One of the things that I greatly value that my parents taught me is a love for history. My Dad never took us vacationing to amusement parks. Instead, we always went to historical places such as Greenfield Village in Dearborn, Michigan, or Fort Necessity in Pennsylvania. As we toured historical places, my Mom would tell us to imagine living as those people did: “Imagine having to cook your meals over a fire like this,” she’d say. “Imagine having to shear sheep, spin the wool into yarn, weave it into cloth, and then sew your clothes. Imagine reading by candlelight. Imagine traveling across the plains in a covered wagon. Imagine living during the days of the Revolutionary or Civil Wars.” Imagine, imagine, imagine. My parents taught me that history isn’t just a bunch of facts to be memorized for a school test. History is actually about the stories of people who lived through it.
My parents didn’t just teach me about the past. They also taught me that today’s current events are tomorrow’s history. Every day we are living history. I remember watching the TV broadcast of President Nixon’s resignation in 1974. I thought it was boring, but my Mom insisted we sit and watch it because “This is history.” I am glad she did that because I can now look back and say, “I watched Nixon resign.”
Through the years, I have been aware that I am living through events that will become history. I have lived through big events such as Nixon’s resignation, the first moon landing, the Challenger explosion, President Reagan getting shot (I saved a newspaper from that day), 9/11, and fears over Y2K.
I have also lived through small personal events: I remember that our neighbor had the first color TV in our neighborhood. She invited us over and we all watched Lassie Come Home in color for the first time! I woke up at my neighbor’s house the next morning because I fell asleep watching the TV.
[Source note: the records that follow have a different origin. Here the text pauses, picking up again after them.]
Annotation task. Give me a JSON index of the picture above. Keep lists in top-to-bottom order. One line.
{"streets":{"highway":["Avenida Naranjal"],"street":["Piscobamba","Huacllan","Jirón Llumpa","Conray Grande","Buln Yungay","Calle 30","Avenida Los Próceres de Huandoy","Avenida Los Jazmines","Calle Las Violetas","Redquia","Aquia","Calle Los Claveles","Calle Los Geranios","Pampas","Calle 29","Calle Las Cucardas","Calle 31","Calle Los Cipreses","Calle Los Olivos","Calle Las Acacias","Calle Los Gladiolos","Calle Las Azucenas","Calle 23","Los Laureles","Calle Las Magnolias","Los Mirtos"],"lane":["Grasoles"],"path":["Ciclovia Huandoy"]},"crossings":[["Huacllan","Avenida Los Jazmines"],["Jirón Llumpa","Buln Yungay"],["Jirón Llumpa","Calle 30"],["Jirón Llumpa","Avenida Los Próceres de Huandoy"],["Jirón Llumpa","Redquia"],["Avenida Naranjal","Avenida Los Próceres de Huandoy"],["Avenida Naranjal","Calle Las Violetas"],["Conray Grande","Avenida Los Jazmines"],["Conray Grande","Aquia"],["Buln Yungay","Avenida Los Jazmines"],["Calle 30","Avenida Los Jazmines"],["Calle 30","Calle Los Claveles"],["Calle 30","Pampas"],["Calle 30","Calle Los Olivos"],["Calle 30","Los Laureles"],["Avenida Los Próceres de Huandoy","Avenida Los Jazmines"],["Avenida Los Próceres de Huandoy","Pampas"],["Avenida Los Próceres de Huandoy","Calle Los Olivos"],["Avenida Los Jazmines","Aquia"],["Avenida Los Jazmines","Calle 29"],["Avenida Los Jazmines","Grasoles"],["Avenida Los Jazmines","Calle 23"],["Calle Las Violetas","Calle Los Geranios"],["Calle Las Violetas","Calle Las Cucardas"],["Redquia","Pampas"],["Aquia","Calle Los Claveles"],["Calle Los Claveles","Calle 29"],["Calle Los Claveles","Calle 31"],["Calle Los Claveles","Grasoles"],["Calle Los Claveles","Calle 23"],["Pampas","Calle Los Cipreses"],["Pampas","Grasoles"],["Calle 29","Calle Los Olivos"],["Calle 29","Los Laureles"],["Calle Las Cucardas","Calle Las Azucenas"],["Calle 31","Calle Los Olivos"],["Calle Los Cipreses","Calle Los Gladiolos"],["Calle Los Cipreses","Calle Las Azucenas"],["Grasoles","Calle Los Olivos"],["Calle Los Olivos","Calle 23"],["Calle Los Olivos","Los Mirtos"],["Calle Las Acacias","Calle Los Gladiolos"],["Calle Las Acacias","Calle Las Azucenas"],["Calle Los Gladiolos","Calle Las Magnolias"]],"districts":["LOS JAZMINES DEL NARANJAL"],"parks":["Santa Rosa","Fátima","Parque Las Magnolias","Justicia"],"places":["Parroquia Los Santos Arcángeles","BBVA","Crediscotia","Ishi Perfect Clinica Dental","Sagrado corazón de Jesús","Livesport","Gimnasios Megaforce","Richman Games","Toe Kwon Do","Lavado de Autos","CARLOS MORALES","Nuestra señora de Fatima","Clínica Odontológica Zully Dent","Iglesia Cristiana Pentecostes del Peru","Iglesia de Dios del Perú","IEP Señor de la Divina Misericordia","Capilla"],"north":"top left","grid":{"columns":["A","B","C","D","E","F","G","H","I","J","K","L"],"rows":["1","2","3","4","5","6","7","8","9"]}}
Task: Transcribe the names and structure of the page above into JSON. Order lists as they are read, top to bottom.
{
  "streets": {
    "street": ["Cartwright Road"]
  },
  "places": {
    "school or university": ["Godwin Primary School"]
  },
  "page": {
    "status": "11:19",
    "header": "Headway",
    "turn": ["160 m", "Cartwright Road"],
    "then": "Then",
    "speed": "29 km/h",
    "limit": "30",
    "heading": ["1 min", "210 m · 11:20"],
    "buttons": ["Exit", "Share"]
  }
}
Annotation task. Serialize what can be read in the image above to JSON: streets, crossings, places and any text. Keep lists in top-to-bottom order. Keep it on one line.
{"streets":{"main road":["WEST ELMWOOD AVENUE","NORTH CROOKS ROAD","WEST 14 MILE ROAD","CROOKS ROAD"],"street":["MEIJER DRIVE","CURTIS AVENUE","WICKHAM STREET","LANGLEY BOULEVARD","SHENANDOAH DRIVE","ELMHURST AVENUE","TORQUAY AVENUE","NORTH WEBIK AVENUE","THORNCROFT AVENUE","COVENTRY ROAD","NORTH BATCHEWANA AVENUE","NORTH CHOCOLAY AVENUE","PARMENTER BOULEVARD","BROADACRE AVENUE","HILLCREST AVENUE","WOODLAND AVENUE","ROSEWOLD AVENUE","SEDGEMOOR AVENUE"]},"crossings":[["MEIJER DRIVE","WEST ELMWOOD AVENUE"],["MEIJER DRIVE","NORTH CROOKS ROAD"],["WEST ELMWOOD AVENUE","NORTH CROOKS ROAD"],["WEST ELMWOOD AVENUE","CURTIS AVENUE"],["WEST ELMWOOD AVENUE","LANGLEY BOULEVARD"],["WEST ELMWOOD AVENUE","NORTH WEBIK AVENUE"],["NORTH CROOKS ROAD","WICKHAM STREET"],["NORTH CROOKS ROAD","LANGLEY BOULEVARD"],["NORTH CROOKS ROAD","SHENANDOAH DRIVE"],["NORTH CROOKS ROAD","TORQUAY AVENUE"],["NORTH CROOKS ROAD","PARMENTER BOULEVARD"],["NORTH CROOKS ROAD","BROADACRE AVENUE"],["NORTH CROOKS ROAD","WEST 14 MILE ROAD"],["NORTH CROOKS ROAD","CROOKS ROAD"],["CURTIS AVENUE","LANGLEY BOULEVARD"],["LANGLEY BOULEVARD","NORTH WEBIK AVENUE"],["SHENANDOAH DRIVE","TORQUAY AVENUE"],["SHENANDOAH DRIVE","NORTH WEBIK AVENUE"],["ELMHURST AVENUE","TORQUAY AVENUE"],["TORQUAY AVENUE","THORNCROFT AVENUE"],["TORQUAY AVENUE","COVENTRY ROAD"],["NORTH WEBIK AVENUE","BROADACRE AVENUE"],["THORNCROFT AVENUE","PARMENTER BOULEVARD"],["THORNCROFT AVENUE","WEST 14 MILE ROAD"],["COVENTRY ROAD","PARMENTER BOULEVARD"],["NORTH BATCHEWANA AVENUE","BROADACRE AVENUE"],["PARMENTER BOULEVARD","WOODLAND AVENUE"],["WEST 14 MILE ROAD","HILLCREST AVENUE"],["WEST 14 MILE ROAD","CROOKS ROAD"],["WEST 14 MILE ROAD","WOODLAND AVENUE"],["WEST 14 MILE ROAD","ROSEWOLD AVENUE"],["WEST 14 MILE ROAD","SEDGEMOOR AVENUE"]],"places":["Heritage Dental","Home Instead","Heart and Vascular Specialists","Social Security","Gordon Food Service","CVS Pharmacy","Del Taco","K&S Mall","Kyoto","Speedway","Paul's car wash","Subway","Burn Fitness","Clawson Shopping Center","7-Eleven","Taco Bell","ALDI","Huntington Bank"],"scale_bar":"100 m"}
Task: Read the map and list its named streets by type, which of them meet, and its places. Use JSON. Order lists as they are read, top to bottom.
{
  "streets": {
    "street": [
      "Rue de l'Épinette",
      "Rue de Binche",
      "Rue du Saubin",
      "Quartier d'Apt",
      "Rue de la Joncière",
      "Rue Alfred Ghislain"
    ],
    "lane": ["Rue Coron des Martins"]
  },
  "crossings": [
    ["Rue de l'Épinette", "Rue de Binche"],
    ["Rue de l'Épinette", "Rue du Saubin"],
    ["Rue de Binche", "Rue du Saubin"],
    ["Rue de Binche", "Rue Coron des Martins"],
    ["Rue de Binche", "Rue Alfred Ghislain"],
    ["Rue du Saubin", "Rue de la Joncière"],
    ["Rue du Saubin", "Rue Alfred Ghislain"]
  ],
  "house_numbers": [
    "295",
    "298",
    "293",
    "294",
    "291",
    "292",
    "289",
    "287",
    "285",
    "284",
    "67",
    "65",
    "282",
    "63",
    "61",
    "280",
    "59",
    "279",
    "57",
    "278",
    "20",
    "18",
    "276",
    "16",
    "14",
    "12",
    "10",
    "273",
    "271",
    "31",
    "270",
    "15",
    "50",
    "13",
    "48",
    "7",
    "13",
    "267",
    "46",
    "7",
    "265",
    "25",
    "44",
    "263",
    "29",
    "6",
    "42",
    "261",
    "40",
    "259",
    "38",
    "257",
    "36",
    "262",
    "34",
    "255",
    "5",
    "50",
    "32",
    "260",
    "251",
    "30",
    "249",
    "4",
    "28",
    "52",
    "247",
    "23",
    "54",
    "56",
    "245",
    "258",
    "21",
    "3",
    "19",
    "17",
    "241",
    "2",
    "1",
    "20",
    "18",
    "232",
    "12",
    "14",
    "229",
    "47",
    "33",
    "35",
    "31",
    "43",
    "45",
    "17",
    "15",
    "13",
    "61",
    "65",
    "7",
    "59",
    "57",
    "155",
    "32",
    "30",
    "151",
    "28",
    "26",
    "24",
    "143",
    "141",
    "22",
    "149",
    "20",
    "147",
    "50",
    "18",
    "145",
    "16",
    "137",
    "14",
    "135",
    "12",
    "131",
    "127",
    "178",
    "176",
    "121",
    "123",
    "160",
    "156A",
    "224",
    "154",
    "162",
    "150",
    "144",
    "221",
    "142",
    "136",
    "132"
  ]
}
I remember that my Dad had the first home computer of anyone I knew. He couldn’t just download a new program, he had to type in pages and pages of code from a magazine. One typo would cause the program to not run correctly. We spent hours trying to find that one little mistake. My Dad also ran a “bulletin board,” which was a precursor to websites. In order to access a computer bulletin board, a person put the handset of their phone into a “modem” and called our phone number. We had only one phone line so we could either have the bulletin board running OR make/receive personal calls–not both.
I remember the first game system we had, which was called a Magnavox Odyssey. It was so simple that each game came with a plastic overlay to put on the TV screen. To play Pong we’d put a tennis court overlay on the TV, and we had a haunted house overlay which I think was used for Pac Man.
I remember how crazy people got about Cabbage Patch Dolls. JJ laughed at me a few years ago when I got up early to watch the wedding of Prince William and Kate Middleton. I told him that I was watching it because “This is history.”
The Covid-19 virus is history in the making. It’s not just that “in 2020 the world experienced a pandemic.” It’s about the stories of people who are currently living through it. It is part of history that the quarantined Italians are singing from their balconies to lift their spirits and a wedding was celebrated from balconies in Israel. I’m very interested in hearing my friends’ stories of what they are experiencing in their part of the country or world because it’s part of history. My stories of how EJ and I are experiencing it and YOUR stories are also part of history. If you can, write your stories down because all of our stories will become part of the historical record of this event. Someday people may be as interested in reading our stories as they are in reading the stories of Laura Ingalls Wilder.